**PROMPT:** Locate each line with the string "they" in the listing below and copy it.

[Start of Attachment]

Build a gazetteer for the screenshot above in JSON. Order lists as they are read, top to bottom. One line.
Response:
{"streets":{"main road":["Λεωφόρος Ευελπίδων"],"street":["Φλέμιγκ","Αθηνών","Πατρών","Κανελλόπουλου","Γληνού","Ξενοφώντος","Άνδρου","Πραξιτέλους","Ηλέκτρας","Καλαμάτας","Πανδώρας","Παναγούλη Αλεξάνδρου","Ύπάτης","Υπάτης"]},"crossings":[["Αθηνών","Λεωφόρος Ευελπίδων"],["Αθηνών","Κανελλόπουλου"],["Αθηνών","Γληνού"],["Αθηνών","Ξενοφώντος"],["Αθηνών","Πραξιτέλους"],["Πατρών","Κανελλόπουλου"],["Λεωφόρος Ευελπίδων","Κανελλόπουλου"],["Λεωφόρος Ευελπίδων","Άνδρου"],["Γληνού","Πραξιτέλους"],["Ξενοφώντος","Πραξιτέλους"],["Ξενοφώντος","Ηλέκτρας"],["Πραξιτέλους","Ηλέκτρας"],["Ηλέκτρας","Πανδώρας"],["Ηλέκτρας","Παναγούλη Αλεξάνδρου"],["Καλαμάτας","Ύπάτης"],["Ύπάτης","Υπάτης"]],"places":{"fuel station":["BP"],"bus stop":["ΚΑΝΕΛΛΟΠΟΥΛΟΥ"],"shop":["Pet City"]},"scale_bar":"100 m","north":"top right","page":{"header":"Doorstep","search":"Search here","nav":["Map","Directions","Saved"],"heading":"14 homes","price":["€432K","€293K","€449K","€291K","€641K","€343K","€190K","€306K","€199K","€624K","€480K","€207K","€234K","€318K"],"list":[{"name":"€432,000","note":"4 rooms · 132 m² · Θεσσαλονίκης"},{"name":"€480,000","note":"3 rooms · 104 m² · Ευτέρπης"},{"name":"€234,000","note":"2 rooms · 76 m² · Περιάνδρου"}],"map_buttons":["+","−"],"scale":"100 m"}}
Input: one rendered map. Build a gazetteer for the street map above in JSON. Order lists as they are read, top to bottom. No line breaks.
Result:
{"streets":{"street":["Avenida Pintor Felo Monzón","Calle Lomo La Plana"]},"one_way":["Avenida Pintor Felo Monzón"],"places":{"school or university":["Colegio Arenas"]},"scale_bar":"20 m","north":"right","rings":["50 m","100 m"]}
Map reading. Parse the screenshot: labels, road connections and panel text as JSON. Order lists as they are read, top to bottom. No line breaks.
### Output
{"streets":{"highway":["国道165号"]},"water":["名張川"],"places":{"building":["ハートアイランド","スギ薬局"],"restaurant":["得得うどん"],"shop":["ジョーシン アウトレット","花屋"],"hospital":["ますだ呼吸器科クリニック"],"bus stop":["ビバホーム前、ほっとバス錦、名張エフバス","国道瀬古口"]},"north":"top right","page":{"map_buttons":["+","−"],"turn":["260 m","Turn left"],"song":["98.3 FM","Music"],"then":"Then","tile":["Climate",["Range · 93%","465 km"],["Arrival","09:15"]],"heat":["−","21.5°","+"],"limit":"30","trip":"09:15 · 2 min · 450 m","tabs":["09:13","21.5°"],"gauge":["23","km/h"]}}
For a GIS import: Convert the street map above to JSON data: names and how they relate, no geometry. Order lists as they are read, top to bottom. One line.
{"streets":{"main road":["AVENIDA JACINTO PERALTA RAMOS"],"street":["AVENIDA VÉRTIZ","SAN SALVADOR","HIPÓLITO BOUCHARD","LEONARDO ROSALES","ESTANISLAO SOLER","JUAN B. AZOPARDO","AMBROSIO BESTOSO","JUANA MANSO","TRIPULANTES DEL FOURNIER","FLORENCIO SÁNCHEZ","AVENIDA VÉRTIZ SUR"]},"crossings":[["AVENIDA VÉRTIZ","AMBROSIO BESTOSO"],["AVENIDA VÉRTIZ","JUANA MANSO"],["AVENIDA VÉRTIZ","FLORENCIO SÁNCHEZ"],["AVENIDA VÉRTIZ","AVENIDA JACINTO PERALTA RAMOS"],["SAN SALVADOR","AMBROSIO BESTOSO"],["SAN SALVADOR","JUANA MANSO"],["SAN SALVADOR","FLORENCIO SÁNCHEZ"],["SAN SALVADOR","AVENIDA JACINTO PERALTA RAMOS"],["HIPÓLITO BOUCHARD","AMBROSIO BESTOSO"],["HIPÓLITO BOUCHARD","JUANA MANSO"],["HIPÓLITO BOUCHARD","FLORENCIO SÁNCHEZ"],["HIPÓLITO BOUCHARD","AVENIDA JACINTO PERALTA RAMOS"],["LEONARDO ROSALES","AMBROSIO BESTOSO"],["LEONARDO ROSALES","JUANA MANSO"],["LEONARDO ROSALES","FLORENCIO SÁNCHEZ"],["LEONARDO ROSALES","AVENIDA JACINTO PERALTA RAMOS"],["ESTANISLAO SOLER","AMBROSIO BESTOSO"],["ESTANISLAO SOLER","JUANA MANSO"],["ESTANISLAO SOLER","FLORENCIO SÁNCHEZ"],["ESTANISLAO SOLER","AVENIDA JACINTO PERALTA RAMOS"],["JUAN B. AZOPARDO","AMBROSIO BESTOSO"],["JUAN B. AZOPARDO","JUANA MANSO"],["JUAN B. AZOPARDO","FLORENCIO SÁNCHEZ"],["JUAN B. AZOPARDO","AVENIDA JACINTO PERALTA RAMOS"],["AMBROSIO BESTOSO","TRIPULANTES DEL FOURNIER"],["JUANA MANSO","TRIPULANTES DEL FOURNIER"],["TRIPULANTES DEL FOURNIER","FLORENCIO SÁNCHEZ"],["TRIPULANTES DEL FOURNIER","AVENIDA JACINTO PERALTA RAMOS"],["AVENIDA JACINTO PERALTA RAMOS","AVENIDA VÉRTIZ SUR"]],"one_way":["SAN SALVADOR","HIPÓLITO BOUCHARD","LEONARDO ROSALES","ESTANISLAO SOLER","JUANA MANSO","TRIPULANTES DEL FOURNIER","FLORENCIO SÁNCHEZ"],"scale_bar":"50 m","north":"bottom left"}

[End of Attachment]

**EXERCISE OUTPUT:**
Build a gazetteer for the screenshot above in JSON. Order lists as they are read, top to bottom. One line.
Input: one rendered map. Build a gazetteer for the street map above in JSON. Order lists as they are read, top to bottom. No line breaks.
Map reading. Parse the screenshot: labels, road connections and panel text as JSON. Order lists as they are read, top to bottom. No line breaks.
For a GIS import: Convert the street map above to JSON data: names and how they relate, no geometry. Order lists as they are read, top to bottom. One line.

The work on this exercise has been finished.